To do. Write out nothing but the lines from the first line of the entries below through the line with "position:relative; flex:1; overflow:hidden"; no pictures go in.

-- The records follows --

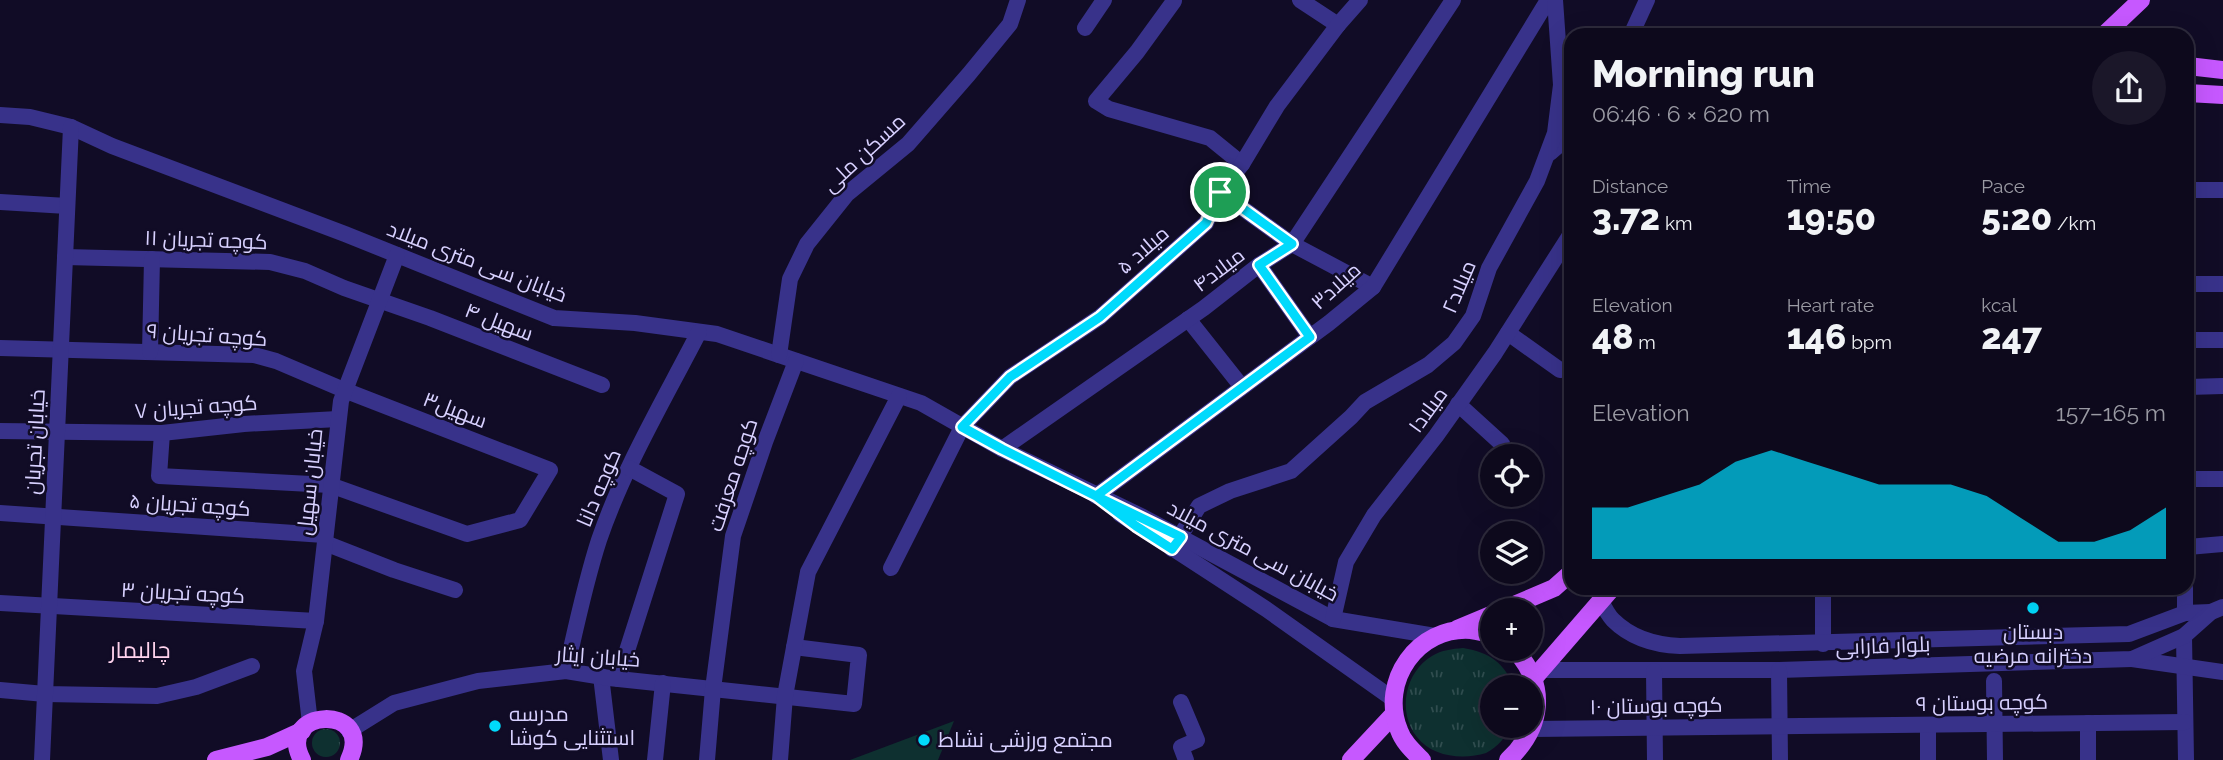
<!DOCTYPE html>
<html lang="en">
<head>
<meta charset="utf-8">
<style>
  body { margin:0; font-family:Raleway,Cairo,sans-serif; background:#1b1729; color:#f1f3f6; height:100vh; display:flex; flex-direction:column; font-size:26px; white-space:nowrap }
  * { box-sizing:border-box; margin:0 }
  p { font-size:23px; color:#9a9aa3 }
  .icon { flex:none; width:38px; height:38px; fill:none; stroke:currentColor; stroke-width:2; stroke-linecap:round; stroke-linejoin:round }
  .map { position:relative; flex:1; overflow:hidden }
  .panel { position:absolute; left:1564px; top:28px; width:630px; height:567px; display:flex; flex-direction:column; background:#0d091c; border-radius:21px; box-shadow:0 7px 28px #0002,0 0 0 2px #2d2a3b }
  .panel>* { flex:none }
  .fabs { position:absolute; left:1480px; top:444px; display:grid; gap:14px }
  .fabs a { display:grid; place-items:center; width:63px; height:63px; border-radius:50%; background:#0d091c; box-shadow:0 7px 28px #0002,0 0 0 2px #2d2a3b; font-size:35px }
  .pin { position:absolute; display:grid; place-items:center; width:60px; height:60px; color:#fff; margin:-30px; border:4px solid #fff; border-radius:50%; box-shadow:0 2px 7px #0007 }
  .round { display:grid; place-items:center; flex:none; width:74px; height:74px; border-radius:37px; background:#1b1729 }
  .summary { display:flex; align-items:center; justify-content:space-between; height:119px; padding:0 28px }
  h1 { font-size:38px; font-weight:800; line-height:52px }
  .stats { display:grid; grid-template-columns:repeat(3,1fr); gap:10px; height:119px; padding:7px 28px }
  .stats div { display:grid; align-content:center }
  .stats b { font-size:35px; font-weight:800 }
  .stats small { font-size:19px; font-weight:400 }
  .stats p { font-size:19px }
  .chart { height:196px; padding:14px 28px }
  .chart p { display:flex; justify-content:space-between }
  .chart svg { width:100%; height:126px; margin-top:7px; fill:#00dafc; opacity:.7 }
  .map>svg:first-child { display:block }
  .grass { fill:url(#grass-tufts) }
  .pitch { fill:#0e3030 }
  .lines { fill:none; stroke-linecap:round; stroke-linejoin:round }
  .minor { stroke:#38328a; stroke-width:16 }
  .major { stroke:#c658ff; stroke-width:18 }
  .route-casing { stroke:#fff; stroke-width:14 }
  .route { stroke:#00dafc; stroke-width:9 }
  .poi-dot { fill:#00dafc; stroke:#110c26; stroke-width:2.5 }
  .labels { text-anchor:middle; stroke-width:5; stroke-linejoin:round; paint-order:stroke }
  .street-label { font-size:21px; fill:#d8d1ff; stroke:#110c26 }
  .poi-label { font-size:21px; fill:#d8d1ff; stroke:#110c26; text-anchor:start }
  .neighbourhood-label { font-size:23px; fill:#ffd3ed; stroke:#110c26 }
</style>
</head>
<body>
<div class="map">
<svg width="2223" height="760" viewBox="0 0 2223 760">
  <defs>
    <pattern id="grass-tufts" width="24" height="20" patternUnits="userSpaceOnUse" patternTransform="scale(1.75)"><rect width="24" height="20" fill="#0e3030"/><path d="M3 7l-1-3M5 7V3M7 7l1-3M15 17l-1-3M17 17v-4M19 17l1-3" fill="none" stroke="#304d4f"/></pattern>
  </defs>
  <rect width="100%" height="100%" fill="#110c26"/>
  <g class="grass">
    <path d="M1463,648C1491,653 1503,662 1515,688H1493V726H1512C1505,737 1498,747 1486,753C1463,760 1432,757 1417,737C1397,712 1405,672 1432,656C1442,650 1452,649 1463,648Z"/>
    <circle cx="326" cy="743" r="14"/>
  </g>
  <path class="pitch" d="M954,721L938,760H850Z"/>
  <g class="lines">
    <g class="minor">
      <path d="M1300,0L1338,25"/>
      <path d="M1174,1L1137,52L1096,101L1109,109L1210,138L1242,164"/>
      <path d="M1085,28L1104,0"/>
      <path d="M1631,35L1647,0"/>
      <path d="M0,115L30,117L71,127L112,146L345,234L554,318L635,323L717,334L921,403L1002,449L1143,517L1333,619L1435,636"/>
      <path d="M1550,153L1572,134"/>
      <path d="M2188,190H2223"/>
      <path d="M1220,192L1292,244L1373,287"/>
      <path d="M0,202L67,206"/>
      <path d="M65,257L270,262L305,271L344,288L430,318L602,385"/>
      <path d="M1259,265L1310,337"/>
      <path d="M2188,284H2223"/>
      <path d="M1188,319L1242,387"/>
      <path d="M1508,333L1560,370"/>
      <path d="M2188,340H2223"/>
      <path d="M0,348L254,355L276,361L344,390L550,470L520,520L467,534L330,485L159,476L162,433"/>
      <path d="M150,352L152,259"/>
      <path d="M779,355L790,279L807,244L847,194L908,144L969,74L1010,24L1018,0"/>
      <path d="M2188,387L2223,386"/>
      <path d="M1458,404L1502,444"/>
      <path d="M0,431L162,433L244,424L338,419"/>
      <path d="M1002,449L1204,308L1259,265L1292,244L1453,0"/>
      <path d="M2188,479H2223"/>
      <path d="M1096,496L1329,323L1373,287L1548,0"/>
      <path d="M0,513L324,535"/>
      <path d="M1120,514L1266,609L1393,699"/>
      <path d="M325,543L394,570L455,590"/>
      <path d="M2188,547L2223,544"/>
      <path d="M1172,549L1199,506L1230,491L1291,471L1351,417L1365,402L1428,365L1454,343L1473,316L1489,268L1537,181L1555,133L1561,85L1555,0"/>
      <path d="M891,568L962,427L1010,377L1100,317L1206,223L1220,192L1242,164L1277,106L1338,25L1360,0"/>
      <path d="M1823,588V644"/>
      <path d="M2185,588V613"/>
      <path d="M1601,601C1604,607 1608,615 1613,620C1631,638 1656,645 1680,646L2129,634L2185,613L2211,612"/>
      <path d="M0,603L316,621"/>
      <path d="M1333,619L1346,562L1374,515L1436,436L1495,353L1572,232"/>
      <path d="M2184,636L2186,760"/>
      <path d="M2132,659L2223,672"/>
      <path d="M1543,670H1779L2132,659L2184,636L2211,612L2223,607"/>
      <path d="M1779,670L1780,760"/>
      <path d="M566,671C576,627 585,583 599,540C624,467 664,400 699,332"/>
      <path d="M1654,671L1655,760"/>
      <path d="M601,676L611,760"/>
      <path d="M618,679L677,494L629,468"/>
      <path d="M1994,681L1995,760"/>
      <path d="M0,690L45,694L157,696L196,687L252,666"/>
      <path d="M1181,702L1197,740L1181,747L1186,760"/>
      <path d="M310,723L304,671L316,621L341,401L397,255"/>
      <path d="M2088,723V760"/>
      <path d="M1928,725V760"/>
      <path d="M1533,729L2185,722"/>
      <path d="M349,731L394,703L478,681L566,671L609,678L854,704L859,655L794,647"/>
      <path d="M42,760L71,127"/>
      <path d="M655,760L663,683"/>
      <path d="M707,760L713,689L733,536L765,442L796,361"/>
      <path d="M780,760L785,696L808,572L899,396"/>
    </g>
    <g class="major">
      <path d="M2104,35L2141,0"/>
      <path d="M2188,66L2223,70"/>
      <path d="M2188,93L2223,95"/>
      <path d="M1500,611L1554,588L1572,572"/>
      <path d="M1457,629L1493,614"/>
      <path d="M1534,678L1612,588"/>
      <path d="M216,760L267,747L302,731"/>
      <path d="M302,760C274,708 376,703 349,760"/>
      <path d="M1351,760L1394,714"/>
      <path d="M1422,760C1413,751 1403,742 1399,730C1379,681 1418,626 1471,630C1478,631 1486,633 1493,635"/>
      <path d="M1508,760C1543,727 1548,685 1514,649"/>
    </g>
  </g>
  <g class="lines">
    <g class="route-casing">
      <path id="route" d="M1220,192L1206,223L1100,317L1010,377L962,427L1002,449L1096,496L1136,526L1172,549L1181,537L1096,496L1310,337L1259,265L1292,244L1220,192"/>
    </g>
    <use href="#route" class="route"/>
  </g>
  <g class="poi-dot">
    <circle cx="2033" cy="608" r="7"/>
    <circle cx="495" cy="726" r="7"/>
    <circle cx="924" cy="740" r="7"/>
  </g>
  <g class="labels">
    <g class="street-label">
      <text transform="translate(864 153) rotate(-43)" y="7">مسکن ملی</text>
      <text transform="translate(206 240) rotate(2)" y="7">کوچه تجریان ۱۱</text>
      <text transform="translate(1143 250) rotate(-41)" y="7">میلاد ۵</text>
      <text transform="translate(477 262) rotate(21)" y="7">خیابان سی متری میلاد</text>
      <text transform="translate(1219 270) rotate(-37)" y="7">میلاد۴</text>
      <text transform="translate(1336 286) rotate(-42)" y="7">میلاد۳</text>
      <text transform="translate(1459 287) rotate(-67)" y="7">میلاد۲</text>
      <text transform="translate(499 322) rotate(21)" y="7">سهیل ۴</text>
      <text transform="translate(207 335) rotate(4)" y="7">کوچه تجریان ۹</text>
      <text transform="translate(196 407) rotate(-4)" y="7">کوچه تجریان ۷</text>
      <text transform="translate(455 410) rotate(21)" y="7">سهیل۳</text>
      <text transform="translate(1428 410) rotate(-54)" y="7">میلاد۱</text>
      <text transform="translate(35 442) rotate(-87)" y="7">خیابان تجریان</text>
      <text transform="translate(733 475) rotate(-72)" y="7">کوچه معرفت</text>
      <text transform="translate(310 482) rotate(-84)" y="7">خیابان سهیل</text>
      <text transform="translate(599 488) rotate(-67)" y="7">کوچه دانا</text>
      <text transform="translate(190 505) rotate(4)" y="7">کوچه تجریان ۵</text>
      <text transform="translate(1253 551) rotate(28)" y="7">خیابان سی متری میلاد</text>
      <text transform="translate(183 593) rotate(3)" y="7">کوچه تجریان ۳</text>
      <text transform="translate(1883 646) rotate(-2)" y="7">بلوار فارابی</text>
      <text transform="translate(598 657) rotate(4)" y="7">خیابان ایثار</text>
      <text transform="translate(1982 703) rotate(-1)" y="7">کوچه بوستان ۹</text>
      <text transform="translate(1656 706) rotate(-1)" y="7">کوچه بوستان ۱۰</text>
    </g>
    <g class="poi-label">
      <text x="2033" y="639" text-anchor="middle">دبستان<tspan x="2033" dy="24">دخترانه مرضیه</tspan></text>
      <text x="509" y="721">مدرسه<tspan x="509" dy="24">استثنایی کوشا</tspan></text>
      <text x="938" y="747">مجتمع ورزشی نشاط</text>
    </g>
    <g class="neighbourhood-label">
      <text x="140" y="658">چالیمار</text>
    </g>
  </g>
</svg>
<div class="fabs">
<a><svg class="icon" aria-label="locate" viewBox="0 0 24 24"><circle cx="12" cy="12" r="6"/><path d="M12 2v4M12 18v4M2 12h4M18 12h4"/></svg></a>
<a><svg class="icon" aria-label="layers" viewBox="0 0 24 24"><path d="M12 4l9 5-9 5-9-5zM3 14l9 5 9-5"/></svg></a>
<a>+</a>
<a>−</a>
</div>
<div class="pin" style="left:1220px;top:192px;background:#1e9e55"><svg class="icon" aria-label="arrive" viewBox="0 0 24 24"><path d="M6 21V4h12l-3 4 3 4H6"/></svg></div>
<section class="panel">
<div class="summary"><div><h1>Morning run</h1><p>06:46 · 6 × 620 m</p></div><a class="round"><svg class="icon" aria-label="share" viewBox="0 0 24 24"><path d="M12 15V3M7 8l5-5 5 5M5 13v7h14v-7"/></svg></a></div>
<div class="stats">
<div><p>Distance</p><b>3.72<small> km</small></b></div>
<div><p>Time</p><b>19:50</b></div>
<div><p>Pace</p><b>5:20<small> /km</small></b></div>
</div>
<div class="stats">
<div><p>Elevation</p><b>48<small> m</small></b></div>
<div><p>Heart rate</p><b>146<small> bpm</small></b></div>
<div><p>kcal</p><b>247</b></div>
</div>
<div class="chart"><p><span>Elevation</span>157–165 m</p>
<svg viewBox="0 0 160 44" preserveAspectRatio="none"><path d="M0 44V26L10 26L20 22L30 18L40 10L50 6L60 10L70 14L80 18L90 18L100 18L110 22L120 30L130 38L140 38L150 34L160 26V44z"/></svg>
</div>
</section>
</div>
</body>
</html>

-- The records concluded --

Result.
<!DOCTYPE html>
<html lang="en">
<head>
<meta charset="utf-8">
<style>
  body { margin:0; font-family:Raleway,Cairo,sans-serif; background:#1b1729; color:#f1f3f6; height:100vh; display:flex; flex-direction:column; font-size:26px; white-space:nowrap }
  * { box-sizing:border-box; margin:0 }
  p { font-size:23px; color:#9a9aa3 }
  .icon { flex:none; width:38px; height:38px; fill:none; stroke:currentColor; stroke-width:2; stroke-linecap:round; stroke-linejoin:round }
  .map { position:relative; flex:1; overflow:hidden }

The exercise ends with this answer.